Leonardo Martinez was charged by information with two counts of first degree sexual assault, in violation of Neb. Rev. Stat. § 28-319
FACTS
The victim’s mother, Tracy P., testified that her son Matthew P. was 8 years old and in the second grade at the time of trial. Tracy had known the defendant, Leonardo “Leo” Martinez, for the last 10 years. Martinez, age 58 at the time of trial, lived with Juanita Garcia, Matthew’s babysitter. Garcia babysat for Matthew from July 1991 to August 1993 while Tracy worked and when Tracy went bowling. Matthew lived with Garcia from July 14 to August 12, 1991, when Tracy was in Hastings for inpatient treatment. Matthew was 5 years old at that time.
In June 1994, Tracy was informed by her babysitter at that time, Leslie War Bonnett, that Matthew had been kissing War Bonnett’s son. Leslie and her husband, Jim War Bonnett, told Tracy that Matthew had “told them about other events that had happened, sexual events.” Since Tracy suspected that her son had been sexually molested, she contacted the Hemingford Police Department on June 18. After she spoke with Hemingford police officers, it was suggested that Tracy take her son to be interviewed by Sgt. Rae Ann Christensen of the Alliance Police Department. Christensen was suggested because of her experience and specialized training in child abuse cases.

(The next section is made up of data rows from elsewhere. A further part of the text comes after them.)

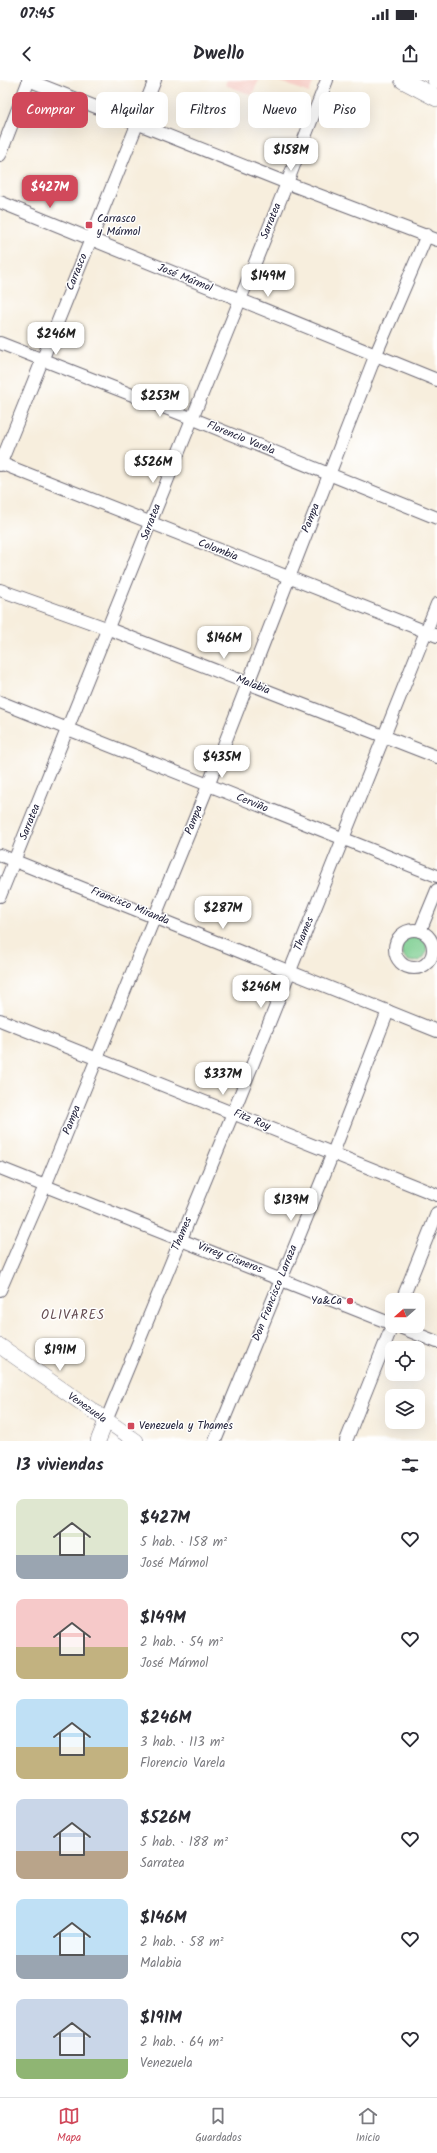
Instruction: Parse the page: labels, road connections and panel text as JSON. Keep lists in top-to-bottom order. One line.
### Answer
{"streets":{"street":["Sarratea","Carrasco","José Mármol","Florencio Varela","Pampa","Colombia","Malabia","Cerviño","Francisco Miranda","Thames","Fitz Roy","Virrey Cisneros","Don Francisco Larraza","Venezuela"]},"crossings":[["Sarratea","José Mármol"],["Sarratea","Florencio Varela"],["Sarratea","Colombia"],["Sarratea","Malabia"],["Sarratea","Cerviño"],["Sarratea","Francisco Miranda"],["Carrasco","José Mármol"],["Carrasco","Florencio Varela"],["Carrasco","Colombia"],["José Mármol","Pampa"],["Florencio Varela","Pampa"],["Pampa","Colombia"],["Pampa","Malabia"],["Pampa","Cerviño"],["Pampa","Francisco Miranda"],["Pampa","Fitz Roy"],["Pampa","Virrey Cisneros"],["Colombia","Thames"],["Malabia","Thames"],["Cerviño","Thames"],["Francisco Miranda","Thames"],["Francisco Miranda","Don Francisco Larraza"],["Thames","Fitz Roy"],["Thames","Virrey Cisneros"],["Thames","Venezuela"],["Fitz Roy","Don Francisco Larraza"],["Virrey Cisneros","Don Francisco Larraza"]],"districts":["OLIVARES"],"places":{"transit":["Carrasco y Mármol","Venezuela y Thames"],"other":["Ya&Ca"]},"north":"left","page":{"status":"07:45","header":"Dwello","chip":["Comprar","Alquilar","Filtros","Nuevo","Piso"],"price":["$158M","$427M","$149M","$246M","$253M","$526M","$146M","$435M","$287M","$246M","$337M","$139M","$191M"],"heading":"13 viviendas","list":[{"name":"$427M","note":"5 hab. · 158 m² · José Mármol"},{"name":"$149M","note":"2 hab. · 54 m² · José Mármol"},{"name":"$246M","note":"3 hab. · 113 m² · Florencio Varela"},{"name":"$526M","note":"5 hab. · 188 m² · Sarratea"},{"name":"$146M","note":"2 hab. · 58 m² · Malabia"},{"name":"$191M","note":"2 hab. · 64 m² · Venezuela"}],"tabs":["Mapa","Guardados","Inicio"]}}
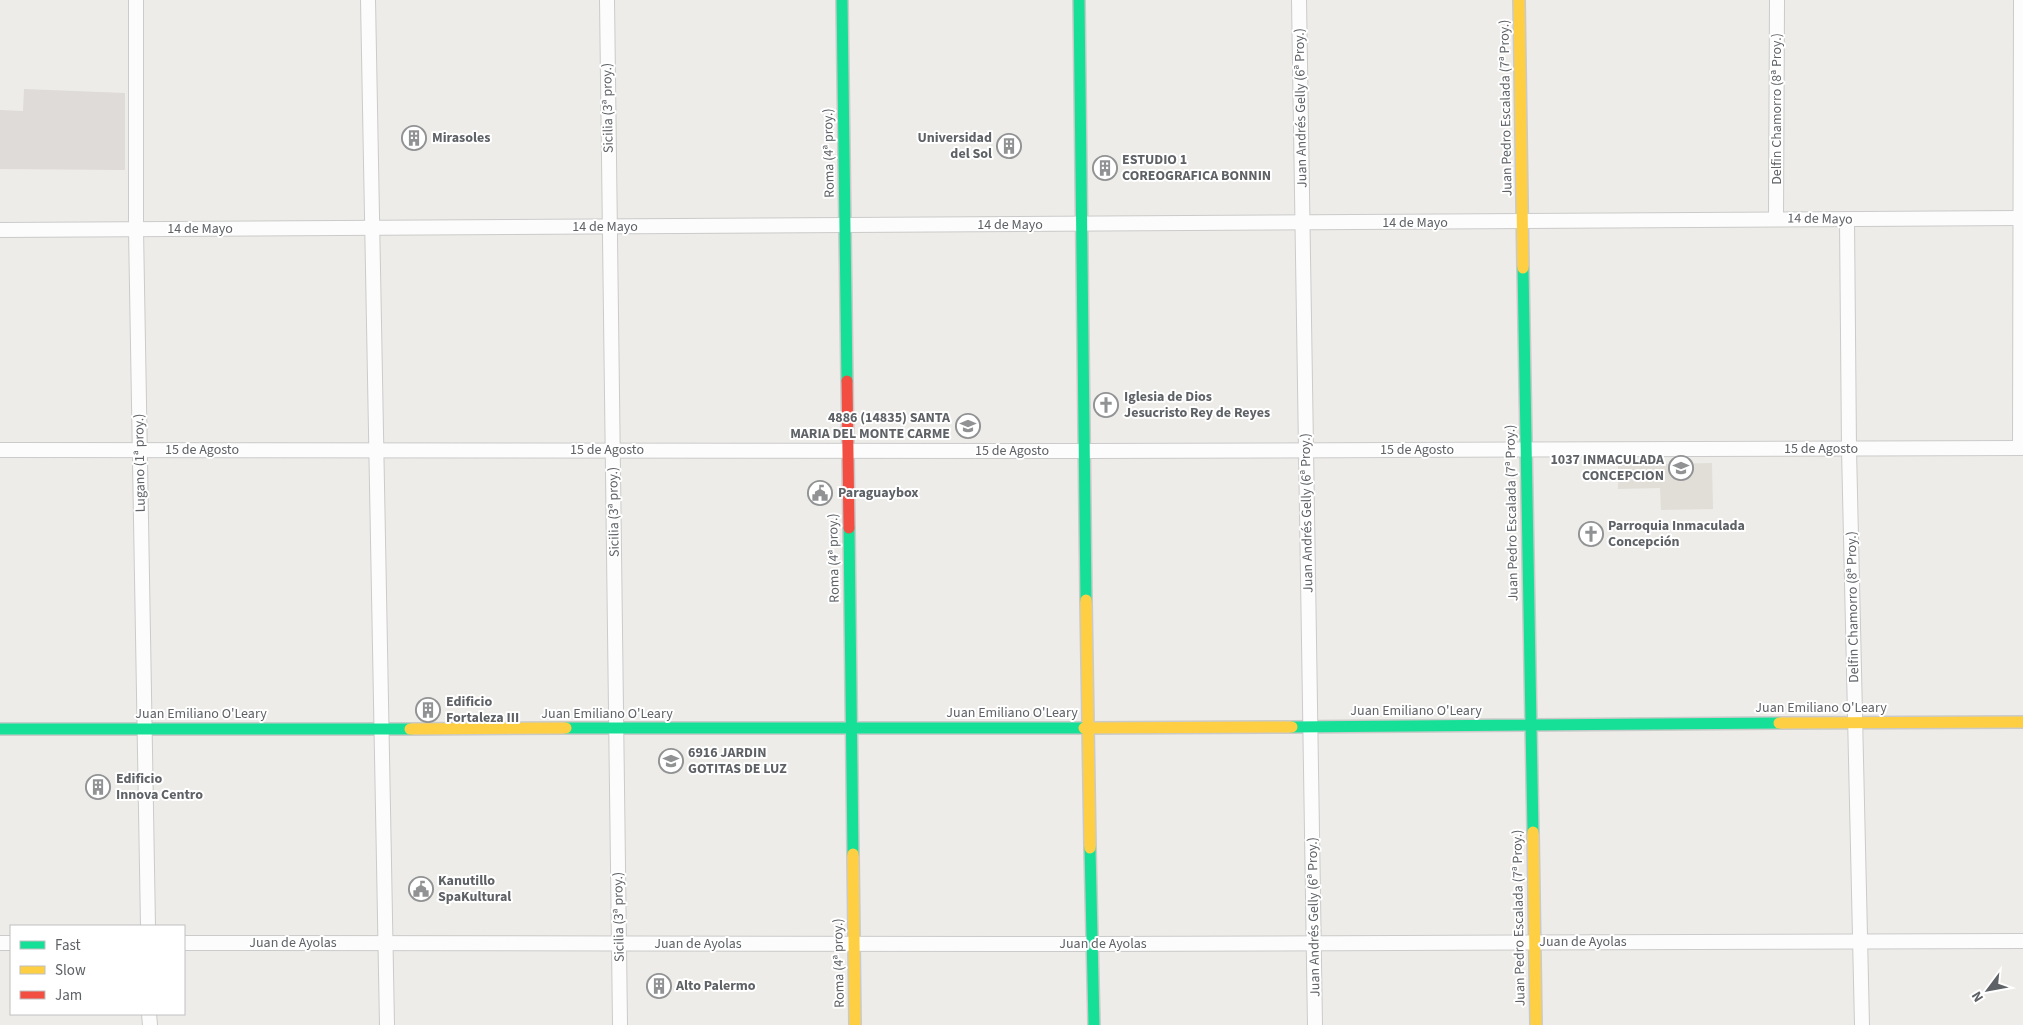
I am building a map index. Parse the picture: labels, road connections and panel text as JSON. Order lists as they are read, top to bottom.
{
  "streets": {
    "street": [
      "Sicilia (3ª proy.)",
      "Juan Andrés Gelly (6ª Proy.)",
      "Juan Pedro Escalada (7ª Proy.)",
      "Delfin Chamorro (8ª Proy.)",
      "Roma (4ª proy.)",
      "14 de Mayo",
      "15 de Agosto",
      "Lugano (1ª proy.)",
      "Juan Emiliano O'Leary",
      "Juan de Ayolas"
    ]
  },
  "crossings": [
    ["Sicilia (3ª proy.)", "14 de Mayo"],
    ["Sicilia (3ª proy.)", "15 de Agosto"],
    ["Sicilia (3ª proy.)", "Juan Emiliano O'Leary"],
    ["Sicilia (3ª proy.)", "Juan de Ayolas"],
    ["Juan Andrés Gelly (6ª Proy.)", "14 de Mayo"],
    ["Juan Andrés Gelly (6ª Proy.)", "15 de Agosto"],
    ["Juan Andrés Gelly (6ª Proy.)", "Juan Emiliano O'Leary"],
    ["Juan Andrés Gelly (6ª Proy.)", "Juan de Ayolas"],
    ["Juan Pedro Escalada (7ª Proy.)", "14 de Mayo"],
    ["Juan Pedro Escalada (7ª Proy.)", "15 de Agosto"],
    ["Juan Pedro Escalada (7ª Proy.)", "Juan Emiliano O'Leary"],
    ["Juan Pedro Escalada (7ª Proy.)", "Juan de Ayolas"],
    ["Delfin Chamorro (8ª Proy.)", "14 de Mayo"],
    ["Delfin Chamorro (8ª Proy.)", "15 de Agosto"],
    ["Delfin Chamorro (8ª Proy.)", "Juan Emiliano O'Leary"],
    ["Delfin Chamorro (8ª Proy.)", "Juan de Ayolas"],
    ["Roma (4ª proy.)", "14 de Mayo"],
    ["Roma (4ª proy.)", "15 de Agosto"],
    ["Roma (4ª proy.)", "Juan Emiliano O'Leary"],
    ["Roma (4ª proy.)", "Juan de Ayolas"],
    ["14 de Mayo", "Lugano (1ª proy.)"],
    ["15 de Agosto", "Lugano (1ª proy.)"],
    ["Lugano (1ª proy.)", "Juan Emiliano O'Leary"]
  ],
  "places": {
    "building": [
      "Mirasoles",
      "Universidad del Sol",
      "ESTUDIO 1 COREOGRAFICA BONNIN",
      "Edificio Fortaleza III",
      "Edificio Innova Centro",
      "Alto Palermo"
    ],
    "church": ["Iglesia de Dios Jesucristo Rey de Reyes", "Parroquia Inmaculada Concepción"],
    "school or university": ["4886 (14835) SANTA MARIA DEL MONTE CARME", "1037 INMACULADA CONCEPCION", "6916 JARDIN GOTITAS DE LUZ"],
    "public building": ["Paraguaybox", "Kanutillo SpaKultural"]
  },
  "legend": ["Fast", "Slow", "Jam"],
  "north": "bottom left"
}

Christensen testified that she interviewed Matthew on June 24, 1994, at the request of the Hemingford Police Department. As an investigative technique, Christensen had Matthew identify different parts of the body on a picture of a male child “because a lot of times children will use different terminology than what adults do so that when I get to asking the questions about what happened I know what he’s talking about.” Matthew identified a penis as being a “pee-pee.” Matthew was then asked to mark the parts of the body where Martinez had touched him. The picture introduced into evidence indicates that Matthew marked the mouth, hand, buttocks, and groin area of the picture. Matthew also told Christensen that Martinez had made Matthew touch and suck Martinez’ “pee-pee.”

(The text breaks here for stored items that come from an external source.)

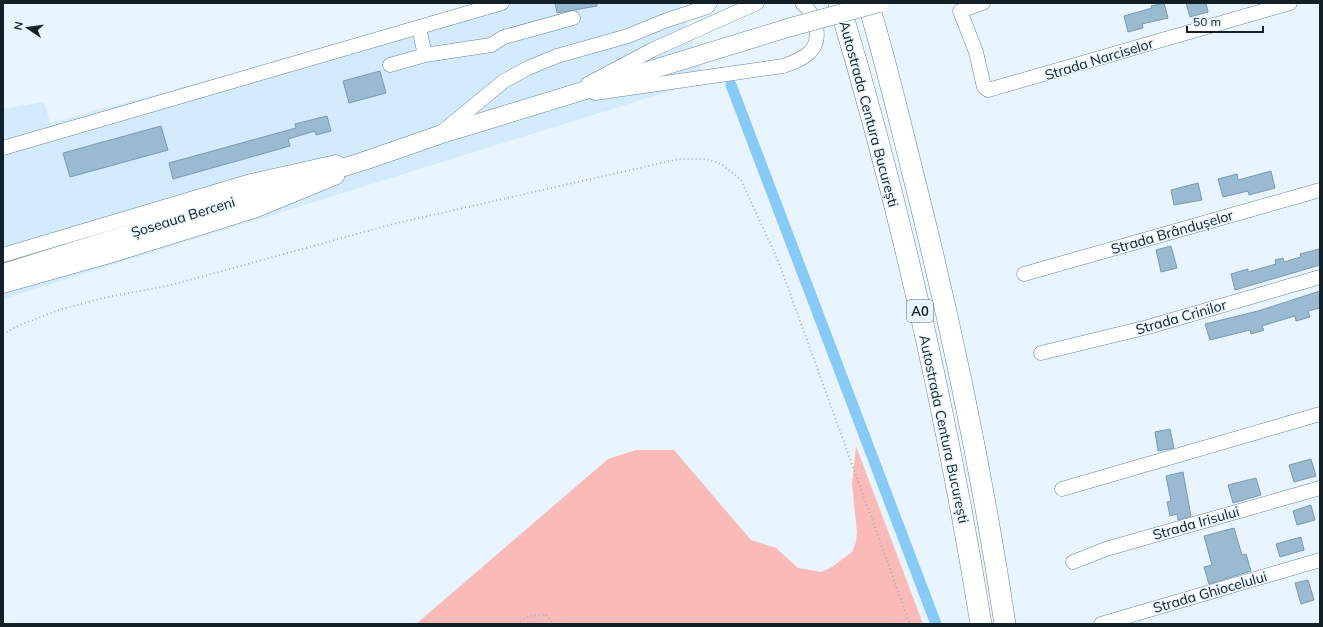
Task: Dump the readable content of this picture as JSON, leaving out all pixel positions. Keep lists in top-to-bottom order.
{
  "streets": {
    "highway": ["Autostrada Centura București", "A0"],
    "main road": ["Șoseaua Berceni"],
    "street": [
      "Strada Narciselor",
      "Strada Brândușelor",
      "Strada Crinilor",
      "Strada Irisului",
      "Strada Ghiocelului"
    ]
  },
  "scale_bar": "50 m",
  "north": "left"
}
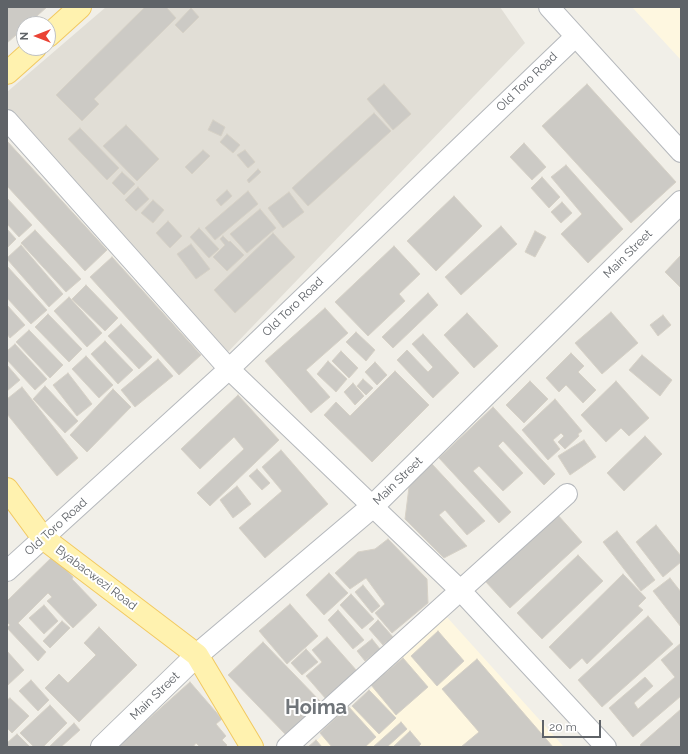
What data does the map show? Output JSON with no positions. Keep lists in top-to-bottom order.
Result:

On cross-examination, Christensen was asked whether Matthew had talked about sexual actions he had taken with three other children. Christensen indicated that Matthew described sexual acts he had with these children. However, Christensen also testified that in her experience, it was not uncommon for children who have had sexual experience with adults to act out those experiences with other children. An audiotape of Christensen’s interview with Matthew was received as evidence at trial. In that interview, Matthew indicated that the first time that Martinez hurt him was while Matthew was staying with Martinez and Garcia the month his mother was gone to Hastings “to stop drinking.”
Matthew was allowed to testify by videotaped deposition pursuant to Neb. Rev. Stat. § 29-1926 (Reissue 1989). Matthew stated that he was 8 years old and in the second grade. After demonstrating that he knew the difference between telling the truth and telling a lie, Matthew testified that Martinez lived with Garcia. Matthew stated that Martinez had “stuck [his] private part up my butt” and that Martinez had hurt him more than once. The assaults took place behind the car in the garage at Garcia’s house. Matthew stated that he told Martinez to stop it but he would not and that Martinez had told him not to tell anyone. At the time of the assaults, Martinez told Matthew to pull his pants down, but when he would not, Martinez pulled them down himself. When asked how many times Martinez did this to him, Matthew responded, “I can’t remember. ” However, Matthew later stated that he was in kindergarten the first time that Martinez did this to him.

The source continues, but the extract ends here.